Records for the task: Begin
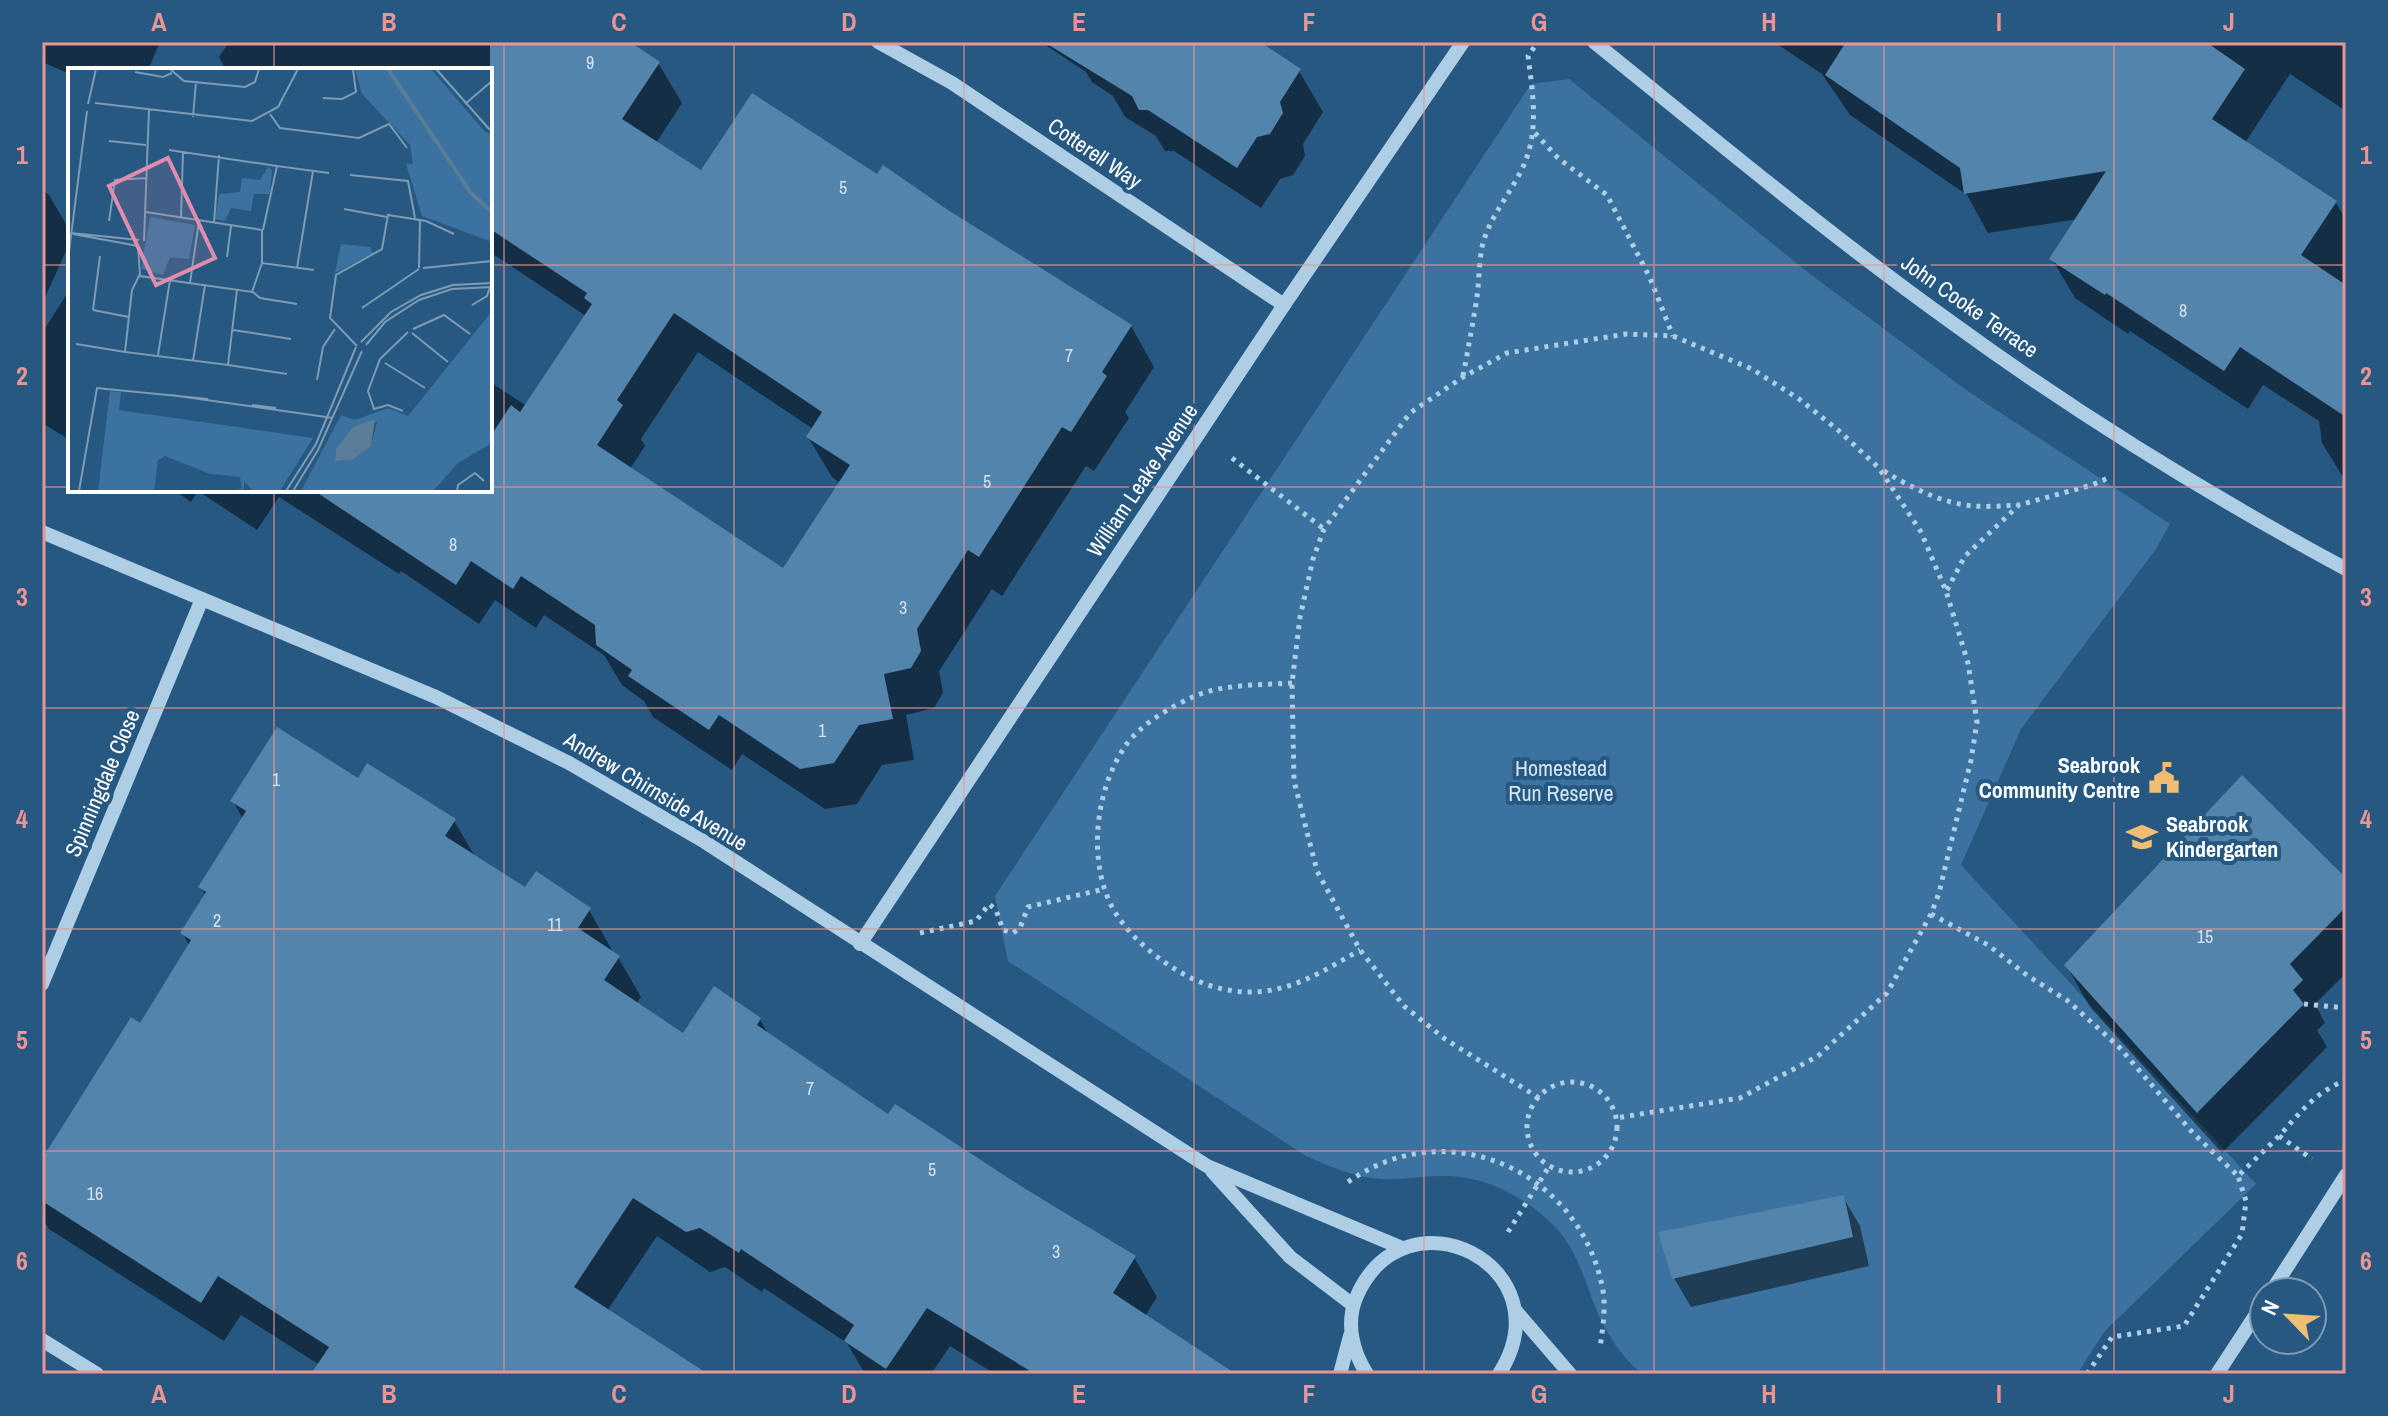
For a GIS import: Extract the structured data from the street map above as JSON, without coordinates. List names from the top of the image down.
{
  "streets": {
    "street": [
      "Cotterell Way",
      "John Cooke Terrace",
      "William Leake Avenue",
      "Spinningdale Close",
      "Andrew Chirnside Avenue"
    ]
  },
  "crossings": [
    ["Cotterell Way", "William Leake Avenue"],
    ["William Leake Avenue", "Andrew Chirnside Avenue"],
    ["Spinningdale Close", "Andrew Chirnside Avenue"]
  ],
  "parks": ["Homestead Run Reserve"],
  "places": {
    "public building": ["Seabrook Community Centre"],
    "school or university": ["Seabrook Kindergarten"]
  },
  "house_numbers": [
    "9",
    "5",
    "8",
    "7",
    "5",
    "8",
    "3",
    "1",
    "1",
    "2",
    "11",
    "15",
    "7",
    "5",
    "16",
    "3"
  ],
  "north": "top left",
  "grid": {
    "columns": [
      "A",
      "B",
      "C",
      "D",
      "E",
      "F",
      "G",
      "H",
      "I",
      "J"
    ],
    "rows": [
      "1",
      "2",
      "3",
      "4",
      "5",
      "6"
    ]
  }
}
Records for the task: End
Task description
Above are the records; return them exactly, minus the pictures.

Expected answer
For a GIS import: Extract the structured data from the street map above as JSON, without coordinates. List names from the top of the image down.
{
  "streets": {
    "street": [
      "Cotterell Way",
      "John Cooke Terrace",
      "William Leake Avenue",
      "Spinningdale Close",
      "Andrew Chirnside Avenue"
    ]
  },
  "crossings": [
    ["Cotterell Way", "William Leake Avenue"],
    ["William Leake Avenue", "Andrew Chirnside Avenue"],
    ["Spinningdale Close", "Andrew Chirnside Avenue"]
  ],
  "parks": ["Homestead Run Reserve"],
  "places": {
    "public building": ["Seabrook Community Centre"],
    "school or university": ["Seabrook Kindergarten"]
  },
  "house_numbers": [
    "9",
    "5",
    "8",
    "7",
    "5",
    "8",
    "3",
    "1",
    "1",
    "2",
    "11",
    "15",
    "7",
    "5",
    "16",
    "3"
  ],
  "north": "top left",
  "grid": {
    "columns": [
      "A",
      "B",
      "C",
      "D",
      "E",
      "F",
      "G",
      "H",
      "I",
      "J"
    ],
    "rows": [
      "1",
      "2",
      "3",
      "4",
      "5",
      "6"
    ]
  }
}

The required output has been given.